The cheek work was similar. A separate, slightly lighter dilution of the same stain was patted onto the upper cheek, much like what the Victorian beetroot rouge tradition revived eight centuries later, and what the entire transition blush moment in 2026 is conceptually descended from. Medieval European makeup, when you look at the techniques in isolation, is remarkably modern. The geometry sits where current cream blush placement sits. The color saturation is closer to a contemporary lip oil than to anything from the 18th or 19th century.
What got lost
When the Black Death arrived in 1347 and killed roughly a third of the European population, much else was lost too.

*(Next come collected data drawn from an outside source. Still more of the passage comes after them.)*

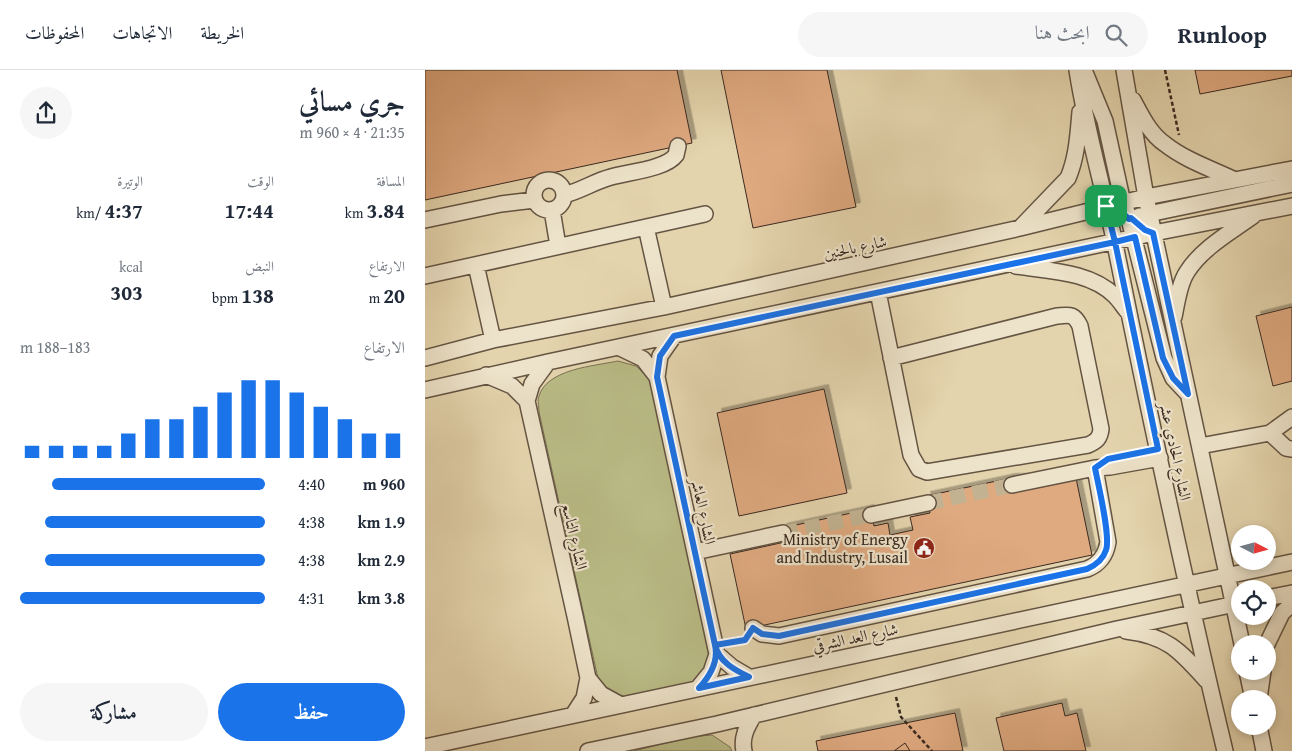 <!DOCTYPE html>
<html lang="ar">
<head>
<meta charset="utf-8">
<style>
  :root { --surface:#fff; --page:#f6f6f7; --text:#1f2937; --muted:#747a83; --line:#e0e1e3; --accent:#1a73e8 }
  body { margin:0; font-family:"Gentium Book Plus",Amiri,serif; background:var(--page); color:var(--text); direction:rtl; height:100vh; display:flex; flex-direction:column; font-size:19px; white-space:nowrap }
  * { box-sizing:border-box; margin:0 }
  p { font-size:16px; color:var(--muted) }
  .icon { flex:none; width:28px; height:28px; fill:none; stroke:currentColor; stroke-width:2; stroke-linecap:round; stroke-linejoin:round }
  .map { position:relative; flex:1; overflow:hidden; direction:ltr }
  .details { display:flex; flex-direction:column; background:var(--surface); width:425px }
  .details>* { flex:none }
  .needle { width:32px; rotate:96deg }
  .fabs { position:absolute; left:806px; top:455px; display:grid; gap:10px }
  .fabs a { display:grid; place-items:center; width:45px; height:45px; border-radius:50%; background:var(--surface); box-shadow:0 2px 8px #0003; font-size:25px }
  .pin { position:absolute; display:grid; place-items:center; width:42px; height:42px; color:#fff; margin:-21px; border-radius:10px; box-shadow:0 2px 8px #0006 }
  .round { display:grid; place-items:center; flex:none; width:52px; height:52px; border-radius:26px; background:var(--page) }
  .summary { display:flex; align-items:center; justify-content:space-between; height:85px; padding:0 20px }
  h1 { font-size:28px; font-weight:700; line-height:38px }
  .metrics { display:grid; grid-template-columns:repeat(3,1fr); gap:8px; height:85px; padding:5px 20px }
  .metrics div { display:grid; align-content:center }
  .metrics b { font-size:21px; font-weight:700 }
  .metrics small { font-size:14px; font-weight:400 }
  .metrics p { font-size:14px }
  .chart { height:140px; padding:10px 20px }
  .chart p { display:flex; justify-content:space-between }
  .chart svg { width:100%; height:90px; margin-top:5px; stroke:var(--accent); stroke-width:6 }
  .cta { display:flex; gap:10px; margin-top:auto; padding:10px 20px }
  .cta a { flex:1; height:58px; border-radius:30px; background:var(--accent); color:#fff; font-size:20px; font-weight:700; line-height:58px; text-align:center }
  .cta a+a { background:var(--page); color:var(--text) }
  ul { padding:0 20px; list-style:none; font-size:16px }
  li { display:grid; grid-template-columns:80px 60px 1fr; align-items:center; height:38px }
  li i { height:12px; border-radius:6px; background:var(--accent) }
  header { display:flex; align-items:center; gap:30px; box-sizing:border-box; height:70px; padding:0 25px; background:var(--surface); border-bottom:1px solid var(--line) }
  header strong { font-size:24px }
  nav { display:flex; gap:28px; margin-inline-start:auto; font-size:18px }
  .search { width:350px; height:45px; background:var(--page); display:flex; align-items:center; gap:12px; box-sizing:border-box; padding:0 18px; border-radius:28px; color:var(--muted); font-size:19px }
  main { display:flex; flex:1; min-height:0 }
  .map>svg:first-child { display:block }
  .green { fill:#b9bb86; stroke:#7a7253 }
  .building { fill:#e0aa81; stroke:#3a2920; filter:url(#shadow) }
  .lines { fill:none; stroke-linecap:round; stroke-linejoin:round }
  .minor-tunnel { stroke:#c2b291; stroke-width:15; stroke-dasharray:15 8; stroke-linecap:butt }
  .minor-casing { stroke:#645443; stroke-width:18 }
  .path { stroke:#3a2920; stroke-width:2.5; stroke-dasharray:4 2.5; stroke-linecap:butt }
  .minor { stroke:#ede3ca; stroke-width:15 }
  .route-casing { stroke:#fff; stroke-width:10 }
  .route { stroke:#1a73e8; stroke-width:6 }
  .labels { text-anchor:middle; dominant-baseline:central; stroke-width:4.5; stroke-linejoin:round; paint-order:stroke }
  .street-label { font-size:16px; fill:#3a2920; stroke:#ede3ca }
  .poi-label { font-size:16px; fill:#3a2920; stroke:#ede3ca; text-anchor:end }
</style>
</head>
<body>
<header>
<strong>Runloop</strong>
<div class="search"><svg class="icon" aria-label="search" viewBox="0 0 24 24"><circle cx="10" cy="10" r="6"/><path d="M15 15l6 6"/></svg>ابحث هنا</div>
<nav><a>الخريطة</a><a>الاتجاهات</a><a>المحفوظات</a></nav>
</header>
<main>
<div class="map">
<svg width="867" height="681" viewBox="0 0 867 681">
  <defs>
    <filter id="shadow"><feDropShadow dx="4.5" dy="-4.5" stdDeviation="0" flood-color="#0004"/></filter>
  </defs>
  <rect width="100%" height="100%" fill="#e4d4ad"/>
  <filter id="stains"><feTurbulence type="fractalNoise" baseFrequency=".004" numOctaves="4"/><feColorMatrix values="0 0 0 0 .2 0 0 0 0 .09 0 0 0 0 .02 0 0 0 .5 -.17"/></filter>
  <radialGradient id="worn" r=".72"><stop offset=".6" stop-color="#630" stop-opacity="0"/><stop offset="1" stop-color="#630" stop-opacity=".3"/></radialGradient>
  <path class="green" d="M193 291 211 296 225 309 284 581 281 597 273 612 202 629 192 626 174 613 114 342C114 337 112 330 114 326 122 299 169 296 193 291Z
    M287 665 305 677 307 681H209L264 667Z"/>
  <path class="building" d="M0 0H252L267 73 0 130Z
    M296 0H402L431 137 328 158Z
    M770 0H867V6L775 24Z
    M867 237V311L848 316 831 246Z
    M399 319 422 423 314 446 292 343Z
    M586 408H651L667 485 321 559 305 484 360 472 357 458 445 439 449 456 463 453 465 465 488 460 485 447 505 443 501 426Z
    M637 633 640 646 652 643 661 681H579L571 648Z
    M530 643 538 681H393L391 671Z
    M480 673 485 681H469Z"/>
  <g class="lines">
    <path class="minor-tunnel" d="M503 433 587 415
      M358 463 446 445"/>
    <g class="minor-casing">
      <path id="minor" d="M652 0C661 59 678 116 690 174 724 343 760 513 800 681
        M659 0 680 51 698 133 702 142
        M699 0 721 127 817 574
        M708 30C716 45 725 64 740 74 760 90 787 99 810 110
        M109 125a15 15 0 1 1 30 0a15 15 0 1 1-30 0Z
        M139 125C156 121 170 111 186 107 203 102 241 99 251 85L253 76
        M681 136 694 140 704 149 739 288 748 308 763 324
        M127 140 133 176
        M714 146 867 114
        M0 150 76 134 109 130
        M221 157 239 237
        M595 158 643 108C652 87 653 64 655 42
        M51 195 68 270
        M591 196C623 201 665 201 690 226 694 230 698 236 702 241
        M0 206 280 144
        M453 222 486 385 494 399 502 402 663 375C672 371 675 368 676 359L655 256C649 243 644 245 632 246L466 288
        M749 247C752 233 754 214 762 202 777 178 806 162 828 146
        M249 266 235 286 232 307 292 584 286 602 273 618
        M193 277 218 289 232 307
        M0 288 68 270 239 237 595 158 721 127 867 99
        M123 292 107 314 102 331 150 546 163 608 159 628 148 645
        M61 305 87 316 102 331
        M0 320 123 292 729 163 867 136
        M845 363 861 378 867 379
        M775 376 845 363 867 347
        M587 415 670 398 685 397 735 388
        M446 445 503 433
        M270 482 358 463
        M842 528 867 523
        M328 558 337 564 354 566 662 499C675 494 681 485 683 472L670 398
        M701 561C743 566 755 581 782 611
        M842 574 857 543 867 534
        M292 584 307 597 324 607
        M822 601 828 629
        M163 608 176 624 196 635
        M834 629 838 601
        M834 656 839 681
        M0 677 867 492
        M163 681 292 654 692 559 815 533
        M319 681C316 667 322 657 329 645"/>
    </g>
    <path class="path" d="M740 0 754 65
      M304 573 320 570
      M471 627 476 647 507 681"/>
    <use href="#minor" class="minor"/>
  </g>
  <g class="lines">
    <g class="route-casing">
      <path id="route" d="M681 136 690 172 249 266 235 286 232 307 290 575C294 592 310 600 324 607L274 618C285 606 294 592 290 575L320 570 328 558 337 564 354 566 662 499C671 495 678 490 681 480 686 467 673 414 670 398L683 389 733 379 690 172 710 167 738 288 748 308 763 324 728 163 720 160 706 148 704 149 694 140 681 136"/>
    </g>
    <use href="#route" class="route"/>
  </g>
  <defs>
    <g id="civic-disc" transform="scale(1.125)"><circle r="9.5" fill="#8f2418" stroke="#ede3ca"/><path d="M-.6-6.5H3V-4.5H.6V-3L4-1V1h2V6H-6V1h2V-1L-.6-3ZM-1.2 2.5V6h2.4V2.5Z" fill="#fff"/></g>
  </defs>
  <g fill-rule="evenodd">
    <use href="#civic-disc" x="499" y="478"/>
  </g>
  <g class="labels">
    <g class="street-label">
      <text transform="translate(430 177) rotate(-12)">شارع بالحنين</text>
      <text transform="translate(751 381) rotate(78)">الشارع الحادي عشر</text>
      <text transform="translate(279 441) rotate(78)">الشارع العاشر</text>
      <text transform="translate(150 466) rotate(77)">الشارع التاسع</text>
      <text transform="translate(430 567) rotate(-12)">شارع العد الشرقي</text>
    </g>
    <g class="poi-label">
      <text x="483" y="469">Ministry of Energy<tspan x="483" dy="18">and Industry, Lusail</tspan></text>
    </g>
  </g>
  <rect width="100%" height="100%" filter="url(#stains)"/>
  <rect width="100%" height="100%" fill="url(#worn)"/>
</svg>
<div class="fabs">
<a><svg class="needle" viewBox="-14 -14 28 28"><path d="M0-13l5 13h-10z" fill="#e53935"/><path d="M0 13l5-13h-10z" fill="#747a83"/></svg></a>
<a><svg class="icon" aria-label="locate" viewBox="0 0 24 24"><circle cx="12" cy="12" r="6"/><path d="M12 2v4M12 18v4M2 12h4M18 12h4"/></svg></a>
<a>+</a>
<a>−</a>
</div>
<div class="pin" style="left:681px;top:136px;background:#1e9e55"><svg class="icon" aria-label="arrive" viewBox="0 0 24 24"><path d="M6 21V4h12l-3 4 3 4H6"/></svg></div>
</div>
<section class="details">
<div class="summary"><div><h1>جري مسائي</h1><p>21:35 · 4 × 960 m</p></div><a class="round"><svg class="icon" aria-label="share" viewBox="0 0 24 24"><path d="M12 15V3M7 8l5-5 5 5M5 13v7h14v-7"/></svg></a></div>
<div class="metrics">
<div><p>المسافة</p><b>3.84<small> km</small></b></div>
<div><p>الوقت</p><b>17:44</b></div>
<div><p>الوتيرة</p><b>4:37<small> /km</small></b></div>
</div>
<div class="metrics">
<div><p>الارتفاع</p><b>20<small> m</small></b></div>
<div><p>النبض</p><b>138<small> bpm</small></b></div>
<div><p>kcal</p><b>303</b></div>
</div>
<div class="chart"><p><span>الارتفاع</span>183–188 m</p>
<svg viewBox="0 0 160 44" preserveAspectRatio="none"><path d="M5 44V38M15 44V38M25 44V38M35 44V38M45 44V32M55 44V25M65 44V25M75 44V19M85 44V12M95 44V6M105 44V6M115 44V12M125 44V19M135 44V25M145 44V32M155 44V32"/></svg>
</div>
<ul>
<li><b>960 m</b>4:40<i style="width:87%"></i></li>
<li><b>1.9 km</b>4:38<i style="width:90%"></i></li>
<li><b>2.9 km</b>4:38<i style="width:90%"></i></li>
<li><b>3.8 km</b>4:31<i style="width:100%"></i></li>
</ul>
<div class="cta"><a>حفظ</a><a>مشاركة</a></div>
</section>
</main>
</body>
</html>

A great deal of cosmetic knowledge was held by individual women, in unwritten form, and the catastrophe of the plague broke the chains of household-to-household transmission. The Trotula survived because it was institutional; the dozens of unwritten variations that lived in private households did not.
What returned by the 1500s was a different, harsher cosmetic vocabulary. Lead-based ceruse face paints, the kind that gave Elizabeth I her famous white mask and eventually poisoned her, replaced the gentler vegetable rouges. The 18th century French rococo period revived rouge but did so in saturated, applied-in-circles court fashion that has no real medieval precedent. The soft rose-water stain disappeared until natural-cosmetics revivals in the 1970s rediscovered the same plant chemistry independently.
There’s a small reenactment community now that mixes Trotula-style stains for fun, and the results photograph beautifully. The Messy Nessy Chic essay on secret lipstick history quotes one reenactor describing the finish as “what you’d want a tinted lip oil to look like, but warmer.” Which is to say: what beauty editors in 2026 have spent two seasons trying to formulate from scratch, anonymous medieval women solved with three ingredients and a copper still.